Using the records that follow, copy every line containing the word "Barbara".

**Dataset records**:
· · ·

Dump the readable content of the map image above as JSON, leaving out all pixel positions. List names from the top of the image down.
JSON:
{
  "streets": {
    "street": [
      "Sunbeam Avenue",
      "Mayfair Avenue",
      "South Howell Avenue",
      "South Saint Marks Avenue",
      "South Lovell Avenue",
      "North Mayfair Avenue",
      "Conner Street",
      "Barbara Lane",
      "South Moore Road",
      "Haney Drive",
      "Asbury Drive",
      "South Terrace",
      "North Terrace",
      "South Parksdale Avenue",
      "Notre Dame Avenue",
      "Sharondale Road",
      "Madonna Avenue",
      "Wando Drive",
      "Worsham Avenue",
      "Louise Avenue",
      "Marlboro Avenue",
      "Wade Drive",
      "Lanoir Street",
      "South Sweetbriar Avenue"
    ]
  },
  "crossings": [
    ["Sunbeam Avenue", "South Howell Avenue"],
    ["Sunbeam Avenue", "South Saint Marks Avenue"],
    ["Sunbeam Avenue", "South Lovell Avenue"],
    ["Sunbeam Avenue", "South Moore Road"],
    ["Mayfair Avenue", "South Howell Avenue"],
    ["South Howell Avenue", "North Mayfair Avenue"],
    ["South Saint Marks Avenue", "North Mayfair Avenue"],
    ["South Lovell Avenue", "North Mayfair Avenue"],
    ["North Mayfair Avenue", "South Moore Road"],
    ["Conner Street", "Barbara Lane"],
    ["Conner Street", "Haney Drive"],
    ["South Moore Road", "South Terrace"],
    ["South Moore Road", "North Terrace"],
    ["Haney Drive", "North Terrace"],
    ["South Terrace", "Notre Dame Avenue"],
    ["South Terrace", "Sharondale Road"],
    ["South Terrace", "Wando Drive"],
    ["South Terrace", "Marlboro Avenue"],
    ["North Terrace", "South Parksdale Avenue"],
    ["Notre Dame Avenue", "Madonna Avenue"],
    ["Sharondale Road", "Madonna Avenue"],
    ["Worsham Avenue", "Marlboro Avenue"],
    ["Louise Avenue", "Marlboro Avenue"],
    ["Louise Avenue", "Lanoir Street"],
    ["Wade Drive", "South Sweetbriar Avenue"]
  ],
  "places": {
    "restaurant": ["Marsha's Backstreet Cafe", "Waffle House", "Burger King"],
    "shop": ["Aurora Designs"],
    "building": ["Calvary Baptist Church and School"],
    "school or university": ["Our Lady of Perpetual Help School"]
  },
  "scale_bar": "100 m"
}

· · ·

**SOLUTION**:
      "Barbara Lane",
    ["Conner Street", "Barbara Lane"],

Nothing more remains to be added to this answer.